Writing Retro Games is the Best Way into Software Development

Daniel Cook
3 min readFeb 18, 2021
Photo by Lorenzo Herrera on Unsplash

I started coding in college and hated it. I hated the rules, how petty it was. And more importantly, how shit I was at it. Just one character out of place, just on! And the whole thing ceased to work. What a joke.

But I spent some time, watched some YouTube videos and become one of the best in the class. It didn’t take much really, because no one else was really putting in much effort and really didn’t enjoy coding. So a few hours here and there was enough to be in the top 3 or so. And you feel good when people come to you for help, which reinforces your identity as a developer and your resolve to get better.
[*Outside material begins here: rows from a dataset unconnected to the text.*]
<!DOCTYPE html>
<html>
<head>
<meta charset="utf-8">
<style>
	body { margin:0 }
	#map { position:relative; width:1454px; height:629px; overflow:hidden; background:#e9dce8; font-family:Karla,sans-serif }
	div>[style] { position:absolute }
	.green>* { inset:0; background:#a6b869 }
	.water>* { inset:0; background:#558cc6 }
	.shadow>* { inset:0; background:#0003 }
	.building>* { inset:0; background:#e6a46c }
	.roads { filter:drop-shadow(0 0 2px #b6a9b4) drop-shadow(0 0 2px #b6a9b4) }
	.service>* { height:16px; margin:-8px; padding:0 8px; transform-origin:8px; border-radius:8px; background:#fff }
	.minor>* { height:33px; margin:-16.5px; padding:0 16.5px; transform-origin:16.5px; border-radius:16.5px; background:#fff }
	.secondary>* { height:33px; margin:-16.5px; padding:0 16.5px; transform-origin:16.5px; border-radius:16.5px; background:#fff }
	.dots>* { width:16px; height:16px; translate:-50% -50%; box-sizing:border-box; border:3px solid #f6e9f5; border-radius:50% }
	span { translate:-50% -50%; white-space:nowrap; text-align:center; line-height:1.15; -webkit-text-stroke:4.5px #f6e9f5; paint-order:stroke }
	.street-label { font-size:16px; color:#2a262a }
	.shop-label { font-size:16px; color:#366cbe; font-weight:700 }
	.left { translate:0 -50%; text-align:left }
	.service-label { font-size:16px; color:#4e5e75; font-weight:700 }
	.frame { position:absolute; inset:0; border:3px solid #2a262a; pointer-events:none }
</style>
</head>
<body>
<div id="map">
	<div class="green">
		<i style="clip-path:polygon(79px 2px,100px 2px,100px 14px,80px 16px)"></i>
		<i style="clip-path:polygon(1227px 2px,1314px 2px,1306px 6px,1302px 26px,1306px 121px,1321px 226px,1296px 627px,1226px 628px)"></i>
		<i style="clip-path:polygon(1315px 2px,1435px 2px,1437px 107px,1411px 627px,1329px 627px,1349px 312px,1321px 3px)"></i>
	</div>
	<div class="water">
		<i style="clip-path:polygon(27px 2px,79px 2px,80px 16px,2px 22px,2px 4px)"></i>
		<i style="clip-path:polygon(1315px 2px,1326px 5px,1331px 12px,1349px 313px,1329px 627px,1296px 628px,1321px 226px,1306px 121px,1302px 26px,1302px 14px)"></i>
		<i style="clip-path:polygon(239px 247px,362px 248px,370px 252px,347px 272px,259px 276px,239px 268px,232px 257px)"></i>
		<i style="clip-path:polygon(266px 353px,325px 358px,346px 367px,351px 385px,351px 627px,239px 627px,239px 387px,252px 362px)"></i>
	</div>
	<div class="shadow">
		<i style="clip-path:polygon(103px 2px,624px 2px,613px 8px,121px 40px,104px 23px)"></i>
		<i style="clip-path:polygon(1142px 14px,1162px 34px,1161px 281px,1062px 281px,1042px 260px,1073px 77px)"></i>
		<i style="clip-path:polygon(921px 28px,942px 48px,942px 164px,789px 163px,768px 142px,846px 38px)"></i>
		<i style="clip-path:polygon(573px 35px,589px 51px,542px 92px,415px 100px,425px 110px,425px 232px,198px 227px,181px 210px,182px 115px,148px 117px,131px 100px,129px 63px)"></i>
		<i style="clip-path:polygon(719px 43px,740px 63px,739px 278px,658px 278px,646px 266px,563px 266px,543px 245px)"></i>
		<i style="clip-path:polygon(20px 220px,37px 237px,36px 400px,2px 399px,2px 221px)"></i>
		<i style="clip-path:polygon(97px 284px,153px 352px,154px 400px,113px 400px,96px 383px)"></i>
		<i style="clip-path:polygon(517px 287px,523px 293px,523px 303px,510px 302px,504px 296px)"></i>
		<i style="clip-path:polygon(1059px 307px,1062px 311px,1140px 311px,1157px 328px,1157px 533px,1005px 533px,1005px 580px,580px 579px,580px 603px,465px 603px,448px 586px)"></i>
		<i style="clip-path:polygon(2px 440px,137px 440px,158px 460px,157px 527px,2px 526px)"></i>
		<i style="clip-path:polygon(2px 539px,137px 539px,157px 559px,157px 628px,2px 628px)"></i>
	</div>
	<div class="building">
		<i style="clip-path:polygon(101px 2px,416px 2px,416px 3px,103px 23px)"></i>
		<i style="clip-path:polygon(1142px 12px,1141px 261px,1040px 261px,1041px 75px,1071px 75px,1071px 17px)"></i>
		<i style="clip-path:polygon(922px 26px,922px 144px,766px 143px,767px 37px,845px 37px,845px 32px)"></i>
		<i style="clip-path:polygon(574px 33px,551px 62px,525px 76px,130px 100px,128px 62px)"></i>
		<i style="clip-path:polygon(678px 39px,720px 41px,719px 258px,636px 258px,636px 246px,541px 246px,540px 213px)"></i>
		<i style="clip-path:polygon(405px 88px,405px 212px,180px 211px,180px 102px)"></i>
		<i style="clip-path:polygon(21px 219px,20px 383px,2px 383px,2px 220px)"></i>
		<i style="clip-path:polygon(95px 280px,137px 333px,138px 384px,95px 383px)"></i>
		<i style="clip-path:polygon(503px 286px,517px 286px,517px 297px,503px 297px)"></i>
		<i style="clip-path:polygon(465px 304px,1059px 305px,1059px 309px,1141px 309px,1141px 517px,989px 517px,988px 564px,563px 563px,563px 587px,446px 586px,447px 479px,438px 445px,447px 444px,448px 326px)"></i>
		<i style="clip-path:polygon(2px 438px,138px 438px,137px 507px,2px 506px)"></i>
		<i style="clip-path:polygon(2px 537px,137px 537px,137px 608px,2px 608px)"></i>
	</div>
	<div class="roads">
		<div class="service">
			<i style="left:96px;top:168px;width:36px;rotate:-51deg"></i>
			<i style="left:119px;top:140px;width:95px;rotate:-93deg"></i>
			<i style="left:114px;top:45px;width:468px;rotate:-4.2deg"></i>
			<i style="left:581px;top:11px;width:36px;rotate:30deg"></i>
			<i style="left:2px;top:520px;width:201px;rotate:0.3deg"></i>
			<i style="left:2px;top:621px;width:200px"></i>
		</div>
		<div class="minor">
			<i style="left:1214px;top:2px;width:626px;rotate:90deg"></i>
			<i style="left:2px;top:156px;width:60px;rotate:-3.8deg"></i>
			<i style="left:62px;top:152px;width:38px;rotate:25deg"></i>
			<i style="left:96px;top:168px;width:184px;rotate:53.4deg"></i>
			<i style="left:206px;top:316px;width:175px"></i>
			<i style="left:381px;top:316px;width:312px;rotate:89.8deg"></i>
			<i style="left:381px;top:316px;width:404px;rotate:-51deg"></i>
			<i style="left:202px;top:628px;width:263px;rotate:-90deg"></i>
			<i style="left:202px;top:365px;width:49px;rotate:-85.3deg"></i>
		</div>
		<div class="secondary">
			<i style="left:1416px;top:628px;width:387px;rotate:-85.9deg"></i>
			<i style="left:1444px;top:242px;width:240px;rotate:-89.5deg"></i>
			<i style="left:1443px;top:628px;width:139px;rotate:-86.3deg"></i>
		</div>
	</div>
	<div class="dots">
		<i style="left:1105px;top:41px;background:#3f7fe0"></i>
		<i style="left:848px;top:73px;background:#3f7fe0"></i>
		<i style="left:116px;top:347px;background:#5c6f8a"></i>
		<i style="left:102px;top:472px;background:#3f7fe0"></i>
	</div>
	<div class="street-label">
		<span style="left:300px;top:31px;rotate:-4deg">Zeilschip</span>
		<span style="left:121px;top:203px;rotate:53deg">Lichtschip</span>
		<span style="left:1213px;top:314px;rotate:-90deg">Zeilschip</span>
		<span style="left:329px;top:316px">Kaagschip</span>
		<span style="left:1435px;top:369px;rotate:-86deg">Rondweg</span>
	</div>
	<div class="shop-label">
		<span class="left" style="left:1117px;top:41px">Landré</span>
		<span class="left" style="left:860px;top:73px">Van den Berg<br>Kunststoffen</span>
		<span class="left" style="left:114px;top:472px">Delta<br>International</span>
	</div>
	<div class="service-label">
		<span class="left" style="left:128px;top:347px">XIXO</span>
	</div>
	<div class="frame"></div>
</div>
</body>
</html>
We started coding in VB and really it was a good way to get started, we moved onto C# eventually and in both these languages we started with event driven windows forms. It was cool to see a genuine windows app, with familiar buttons etc, do things that I had coded. We grew up with windows, and now we were making windows applications!

Ignore people who say that one language is crap and another is awesome. Most languages can do most things. And more importantly, almost no develop is pushing the limits of performance of any language.

It’s not a bad way to get started but I think I really got into coding when we moved onto making basic 2D games in C#. We were using the XNA framework which took a lot of the complexity out of it and let us focus on the important things, making games! It’s great and nowadays it exists as part of the Xamarin framework. (It was mono before that too)

I really think making basic 2D games is the best way to learn development. I think it is partly to do with the visual feedback you get for every line of code that you write. You start to develop a game and what do you do first? You draw something on the screen — a spaceship lets say. Next? Well you get the spaceship to move. On from there, you might add some enemies, some bullets. Collision detection.

Before you know it you have a playable game, that you, yourself have created! It’s a great feeling and you really feel like you are making something of value. You can also hand it to somewhere else to try. You can bet they’ll be more interested than if you showed them a hello world HTML page.

Games have a character to them that websites do not. A lot of websites look similar, you’ll probably have a logo, a menu of some kind. But each game is extremely different from every other. Even in the small details. You could sit two people down and ask them to make a game containing a spaceship flying around the screen and you could bet that if you played both games, those spaceships would fly entirely differently. One would be quicker than the other, maybe one would be more precise — or take longer to come to a stop. I think this adds value and you feel like what you are creating is much more of a piece of art than a desktop or web application would be.

If you are interested in development I would say give game development a try. Find a nice simple framework that takes some of the thought out of it and try putting together a basic game. You may find yourself becoming a software — or even better, game developer.